Il mondo della carta stampata è alle soglie di una pericolosa trasformazione. Basta aprire dei giornali italiani per comprendere che la logica della comunicazione subisce il diktat della quantità da un lato e della pubblicità dall'altro. L'informazione, cioè, è  ridotta a semplice "merce" e l'importante è solo "vendere" il prodotto. Altra sarebbe la sorte dei giornali se il sistema dell'informazione mirasse ad una differenziazione qualitativa del prodotto: maggiore pluralità di organi di informazione tra cui il cittadino può scegliere, diversità rispetto alla televisione, con spazi di riflessione, di ragionamento e di interpretazione della realtà. 
Occorre riaffermare un'altra idea della comunicazione, che rimetta al centro in primo luogo i diritti democratici degni di una civiltà avanzata.
Per fare questo sarebbe necessario aprire una fase del tutto nuova, in discontinuità con le logiche e le tendenze degli ultimi anni e non affidarsi, come sembra fare il governo D'Alema, alla solita ricetta liberista di lasciar fare alle imprese. Le imprese da sole costruiscono tutt'al più un mercato, casomai oligopolistico, non certo una democrazia. Per questo la Costituzione pone il diritto a comunicare nella sua prima parte e sarebbe sufficiente ripartire da quell'articolo 21, che dovrebbe garantire il pluralismo come valore. Qui sta il punto. La dicotomia tra cittadino e mezzi di comunicazione non riguarda la distribuzione quantitativa dell'informazione ma la qualità e la molteplicità del prodotto. In altre parole di un effettivo pluralismo democratico basato sulla pluralità culturale e politica e non solo imprenditoriale, in particolare quando tutto ciò, come nel nostro Paese, si trasforma in una lotta tra due o tre soggetti forti.
Il governo ha fatto approvate, in questi giorni alla Camera dei Deputati, il disegno di legge sulla liberalizzazione dei punti vendita di quotidiani e periodici aprendo ad essi, le porte di supermercati, tabaccai, benzinai e librerie. Se passasse in via definitiva la proposta (già avanzata, quasi negli stessi termini, dal Polo e voluta dalla Federazione degli Editori), produrrebbe da un lato una grave crisi degli edicolanti ed al tempo stesso si realizzerebbe lo strano paradosso di allargare la rete distributiva, in presenza di una concentrazione delle proprietà dei mezzi di comunicazione. 

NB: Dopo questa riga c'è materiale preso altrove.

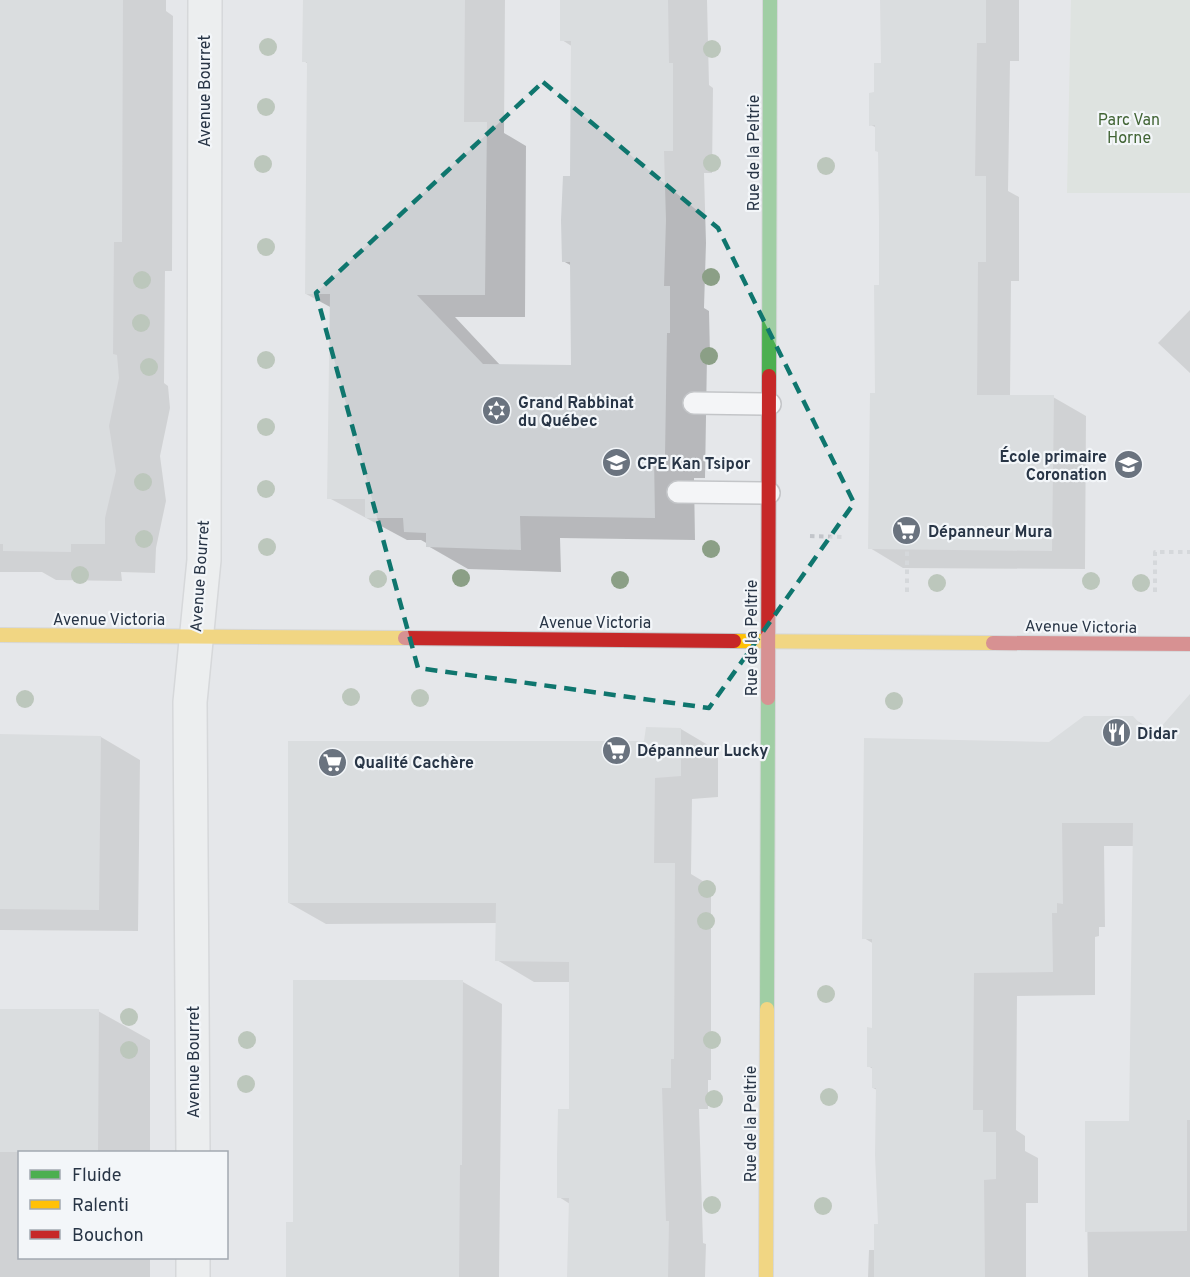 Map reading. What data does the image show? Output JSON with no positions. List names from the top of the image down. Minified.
{"streets":{"street":["Avenue Bourret","Rue de la Peltrie","Avenue Victoria"]},"crossings":[["Avenue Bourret","Avenue Victoria"],["Rue de la Peltrie","Avenue Victoria"]],"parks":["Parc Van Horne"],"places":{"synagogue":["Grand Rabbinat du Québec"],"school or university":["CPE Kan Tsipor","École primaire Coronation"],"supermarket":["Dépanneur Mura","Dépanneur Lucky","Qualité Cachère"],"restaurant":["Didar"]},"legend":["Fluide","Ralenti","Bouchon"]}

Gli spazi comunicativi di soggetti e forze politiche "fuori dal coro" si ridurrebbero ad un semplice "diritto di tribuna". Proprio quel diritto di tribuna a cui vorrebbero ridurre sul piano istituzionale le forze politiche non omogenee ai processi di modernizzazione capitalistica. Rifondazione Comunista ha espresso il proprio voto contrario perché ha ritenuto inaccettabile una proposta che porterebbe ad una ulteriore oggettiva concentrazione in poche mani dei mezzi di informazione e ad un loro intreccio con le strutture imprenditoriali della grande distribuzione. Il dibattito sulla liberalizzazione dei punti vendita sembra orientato solo sugli interessi dei bilanci di poche aziende editoriali (le più grandi) a danno di tutte le altre. Così non si rende più efficiente un sistema, si uccide una libertà fondamentale della democrazia.

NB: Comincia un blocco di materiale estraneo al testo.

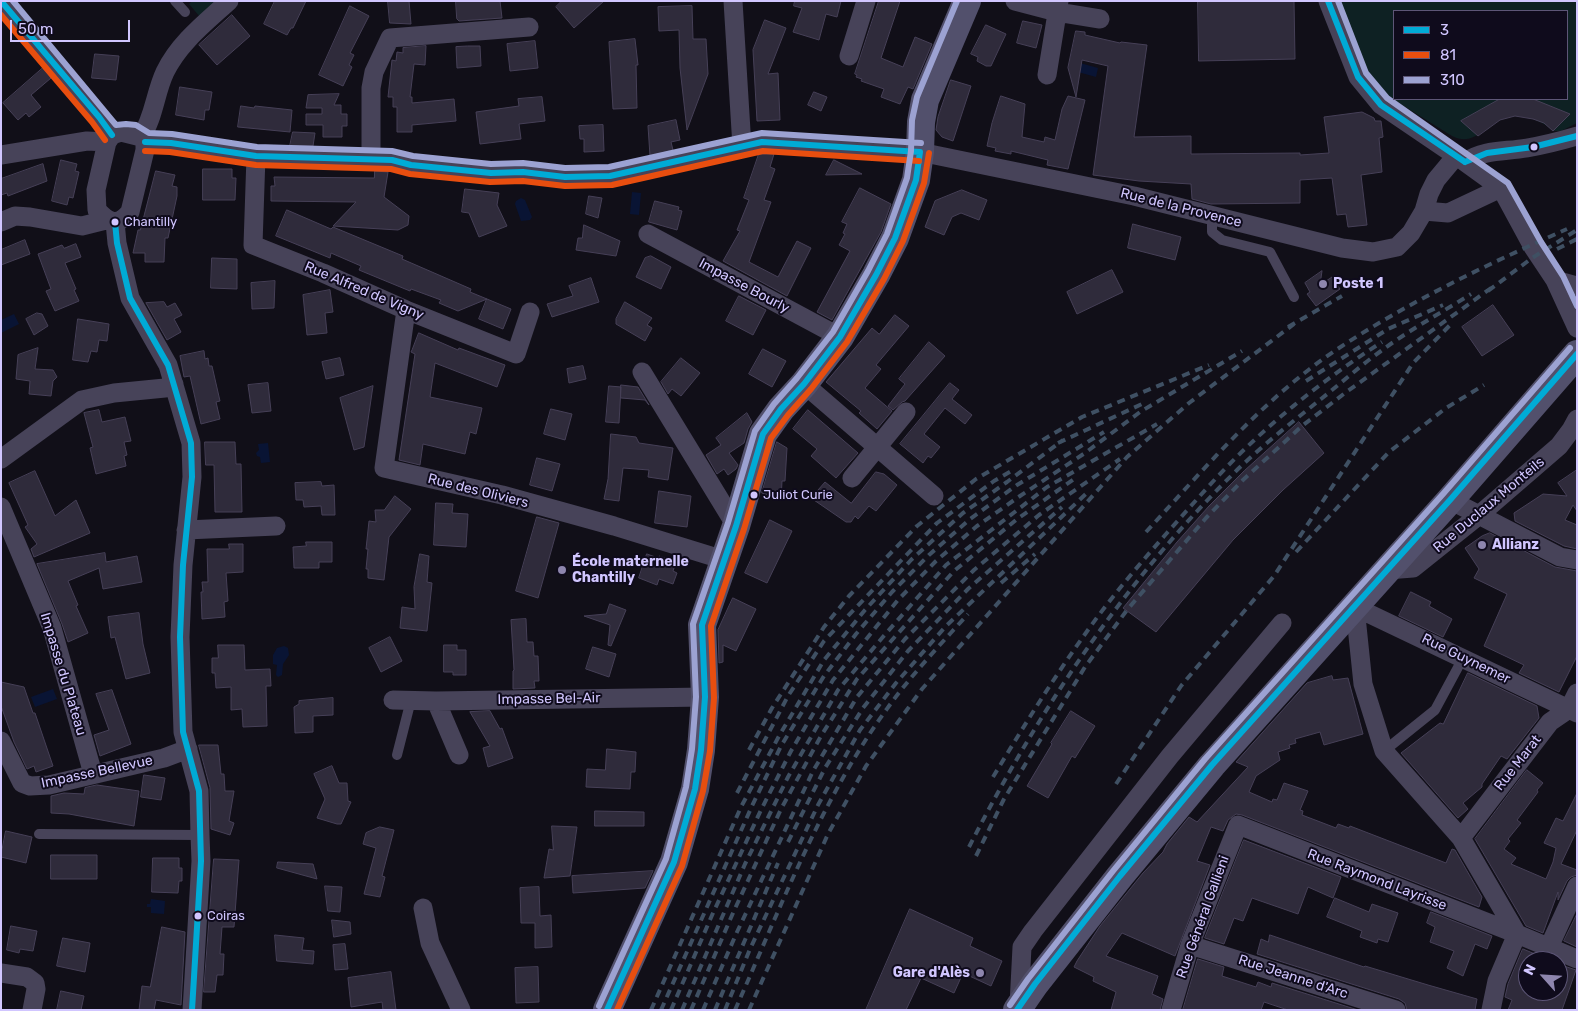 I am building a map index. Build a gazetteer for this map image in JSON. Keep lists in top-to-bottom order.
{
  "streets": {
    "street": [
      "Rue de la Provence",
      "Impasse Bourly",
      "Rue Alfred de Vigny",
      "Rue des Oliviers",
      "Rue Duclaux Monteils",
      "Rue Guynemer",
      "Impasse du Plateau",
      "Impasse Bel-Air",
      "Rue Marat",
      "Impasse Bellevue",
      "Rue Raymond Layrisse",
      "Rue Général Gallieni",
      "Rue Jeanne d'Arc"
    ]
  },
  "crossings": [
    ["Rue de la Provence", "Rue Alfred de Vigny"],
    ["Rue Alfred de Vigny", "Rue des Oliviers"],
    ["Rue Guynemer", "Rue Marat"],
    ["Impasse du Plateau", "Impasse Bellevue"],
    ["Rue Raymond Layrisse", "Rue Général Gallieni"],
    ["Rue Général Gallieni", "Rue Jeanne d'Arc"]
  ],
  "places": [
    "Chantilly",
    "Poste 1",
    "Juliot Curie",
    "Allianz",
    "École maternelle Chantilly",
    "Coiras",
    "Gare d'Alès"
  ],
  "lines": ["transit line 3", "transit line 310", "transit line 81"],
  "legend": ["3", "81", "310"],
  "scale_bar": "50 m",
  "north": "top left"
}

Nessun piccolo giornale e tra questi il nostro Liberazione, avrebbe la possibilità di triplicare o quadruplicare la propria tiratura per garantirsi di essere presente in ogni punto vendita. In gioco c'è, quindi, la stessa libertà di stampa, il pluralismo ed i principi inalienabili della democrazia. Anche per questi motivi il lavoro politico intorno al sostegno economico, la diffusione e la  circolazione del nostro giornale, deve vivere una forte stagione di rilancio. Riforme elettorali, riforme istituzionali, scuola privata, processi di privatizzazione dei settori strategici ed annullamento delle capacità comunicative sono gli elementi di un unico processo che va ostacolato con una mobilitazione straordinaria di tutte le forze democratiche.